GIVEN RECORDS →
----

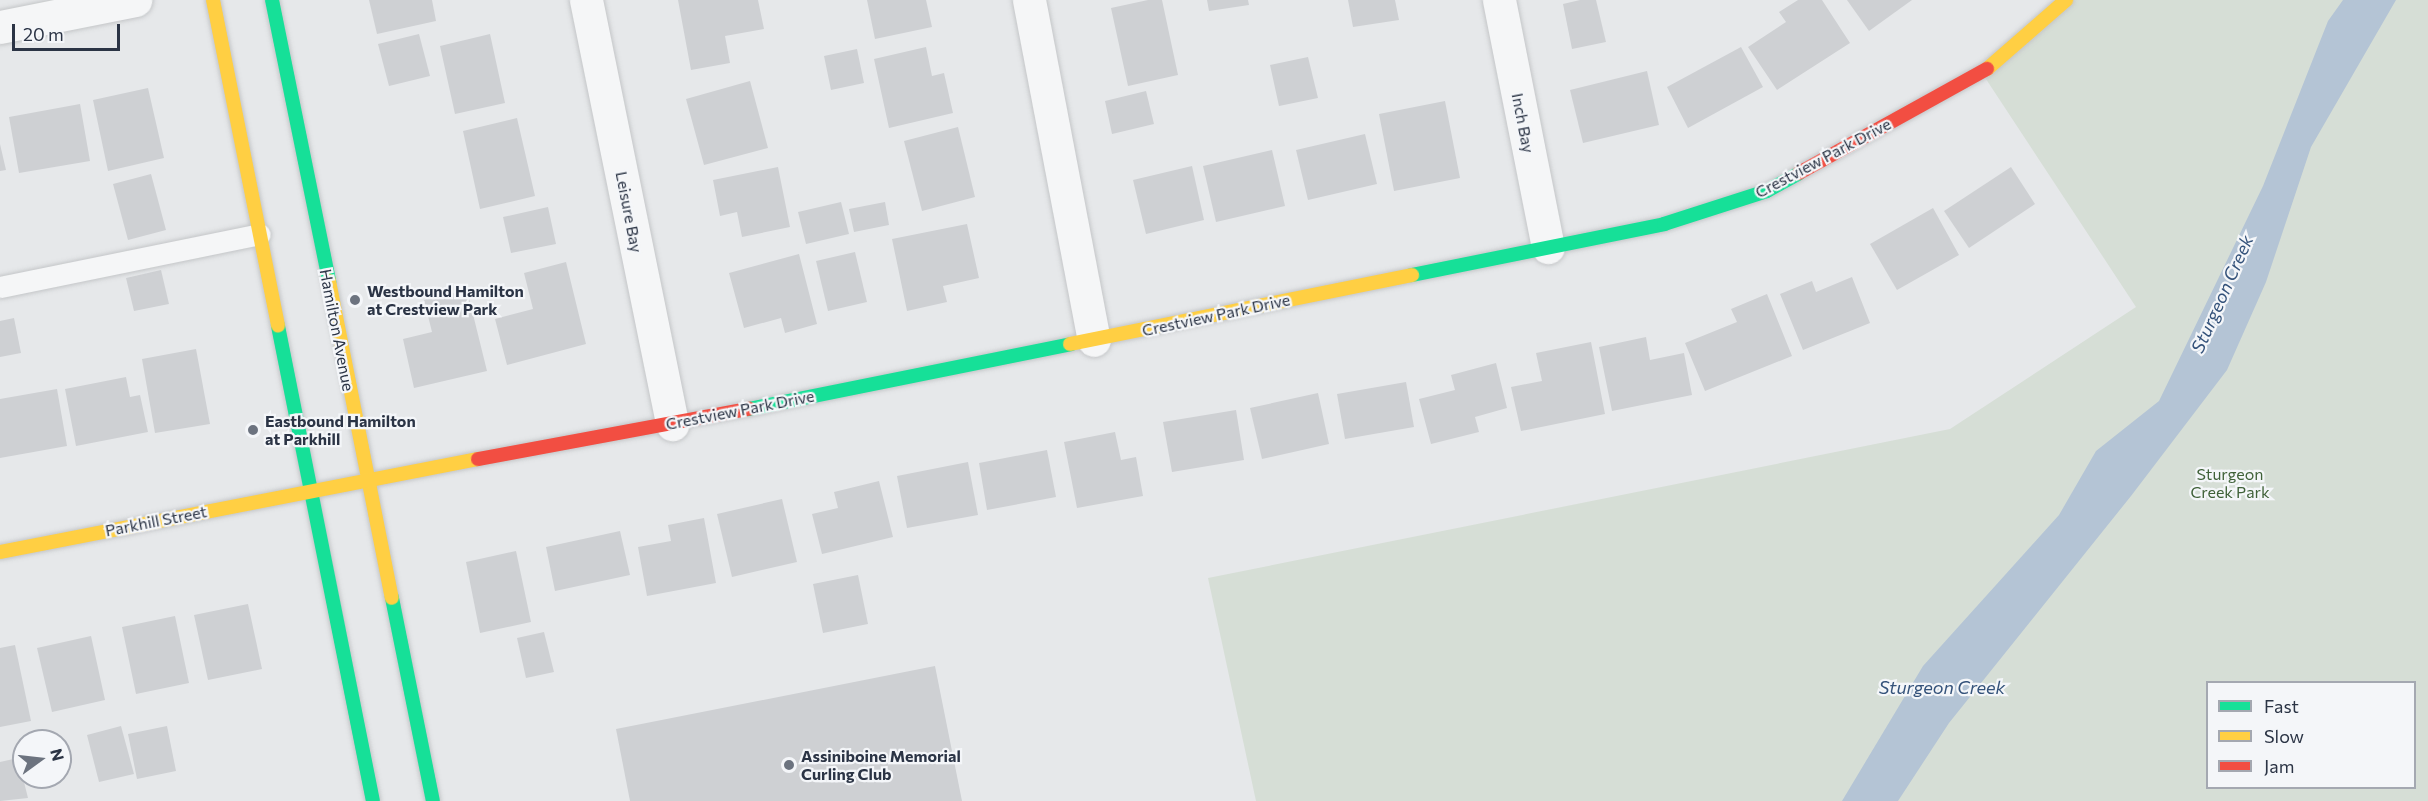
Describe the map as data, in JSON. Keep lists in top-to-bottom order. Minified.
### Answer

----

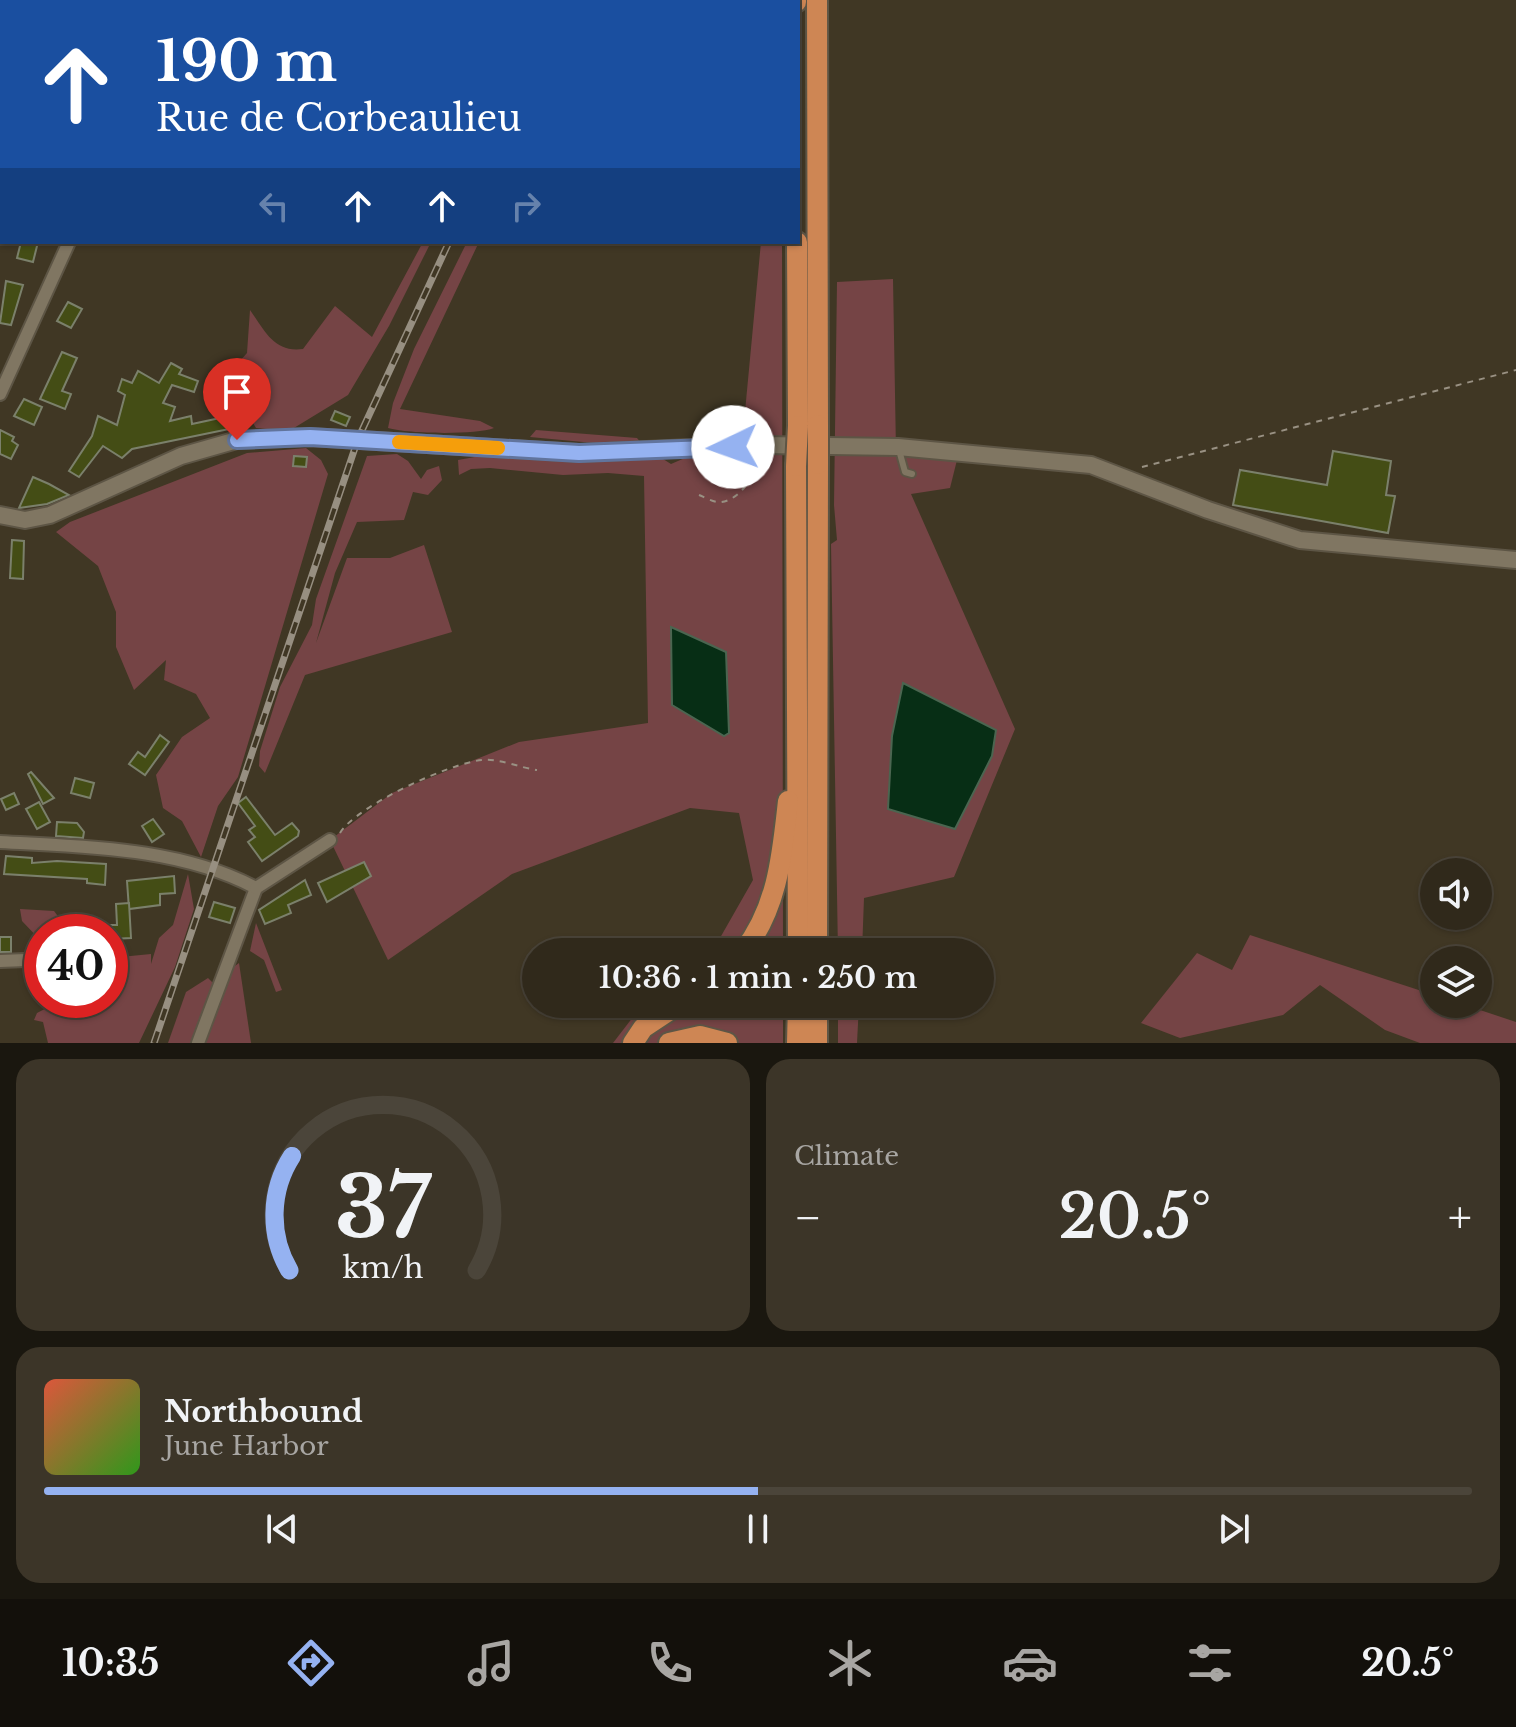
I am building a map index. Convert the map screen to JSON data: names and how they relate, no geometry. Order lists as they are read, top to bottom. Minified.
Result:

----

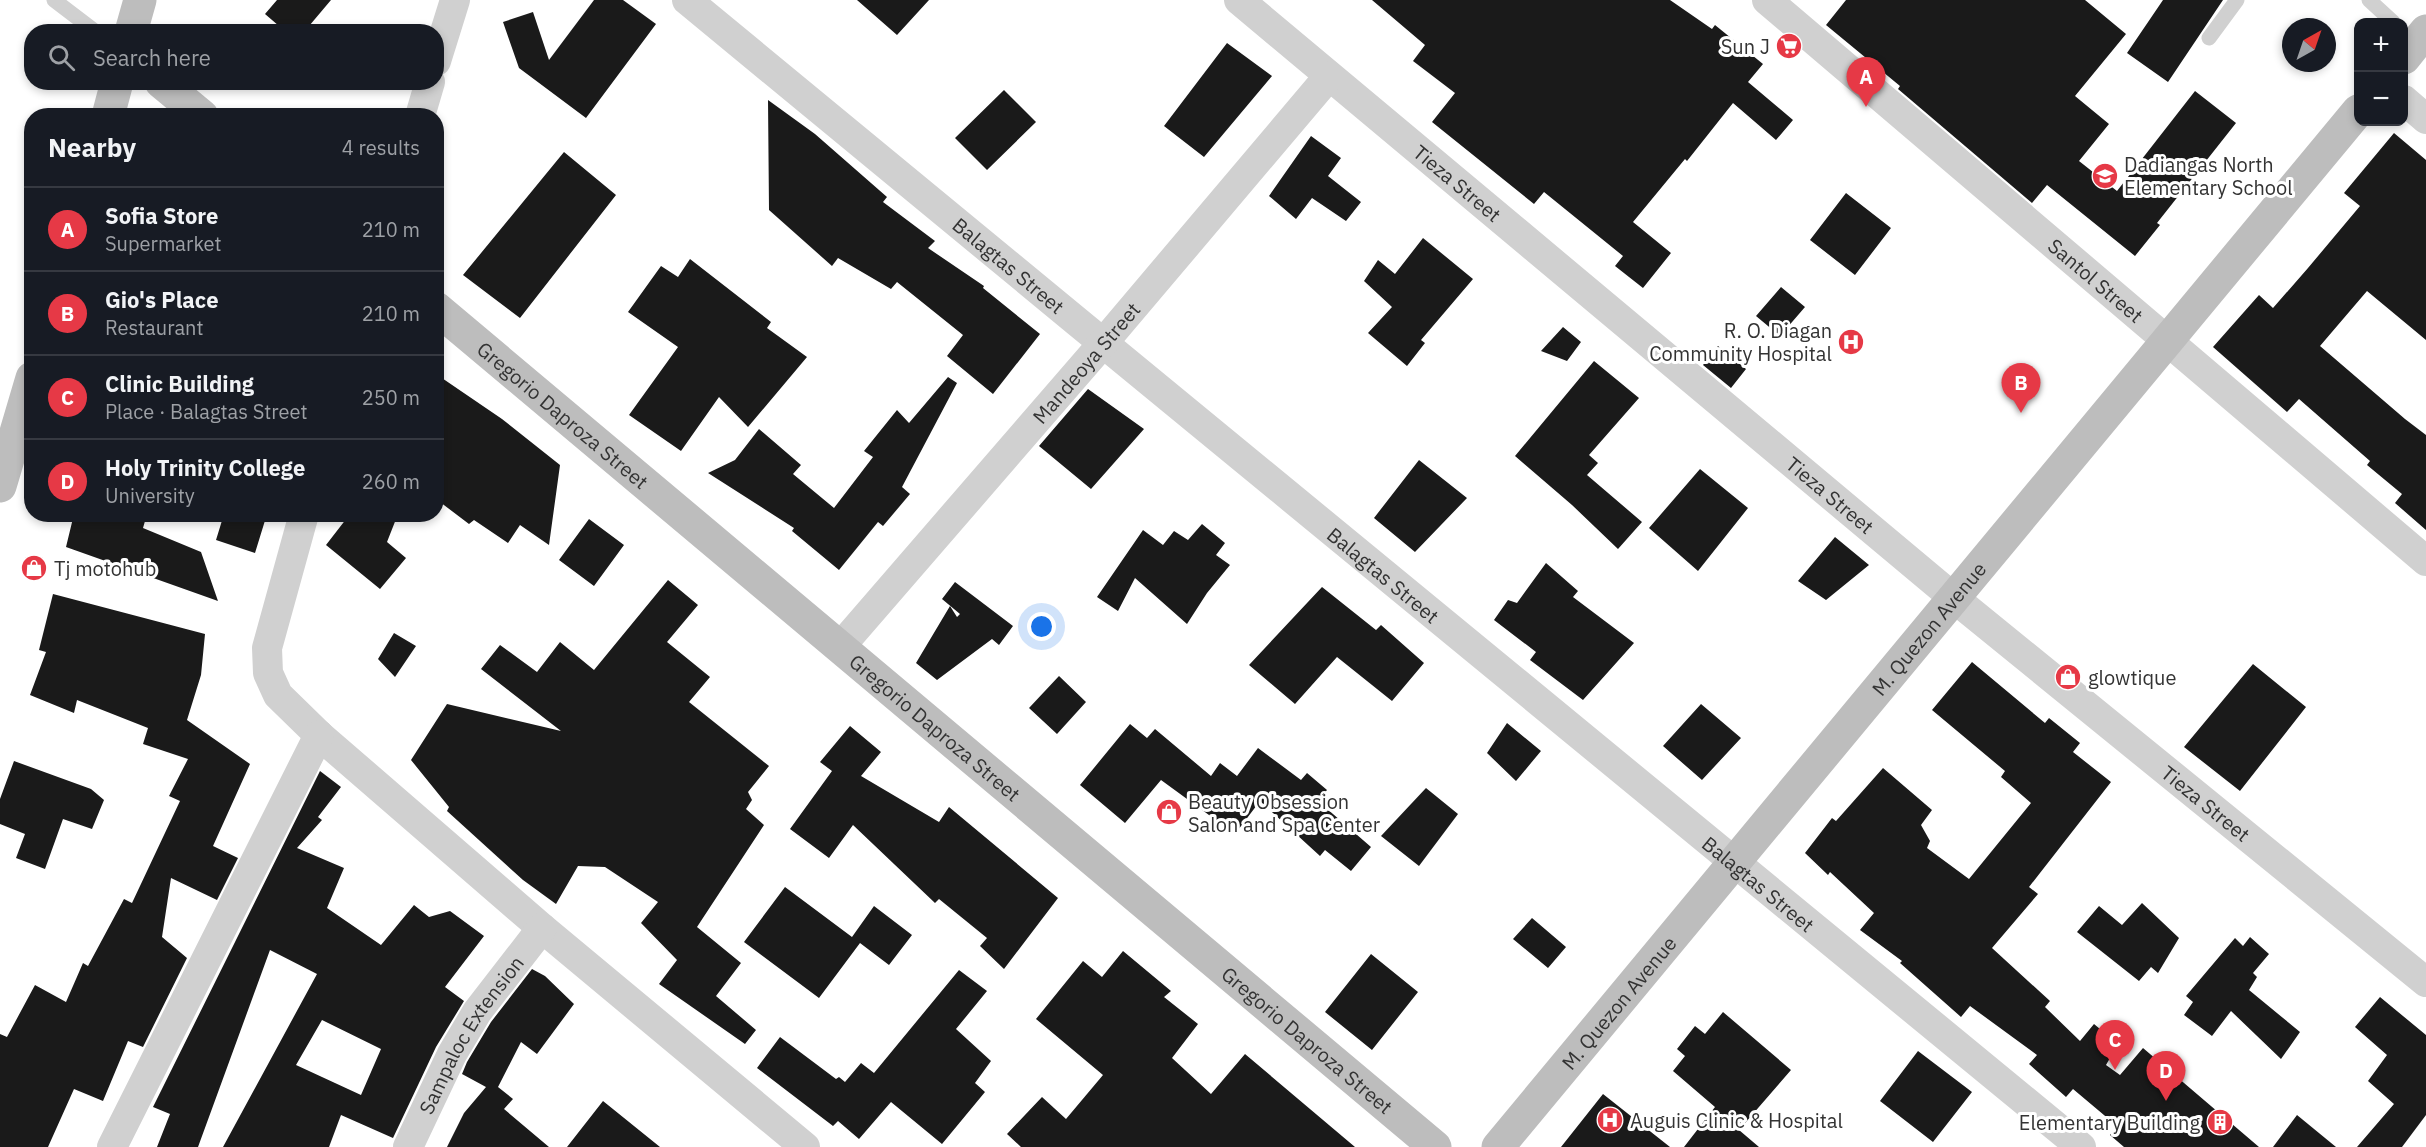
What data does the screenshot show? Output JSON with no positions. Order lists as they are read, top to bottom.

----

WORK REQUEST → Would you show each line of the material above that contains the string "read"?

ANSWER SPACE →
I am building a map index. Convert the map screen to JSON data: names and how they relate, no geometry. Order lists as they are read, top to bottom. Minified.
What data does the screenshot show? Output JSON with no positions. Order lists as they are read, top to bottom.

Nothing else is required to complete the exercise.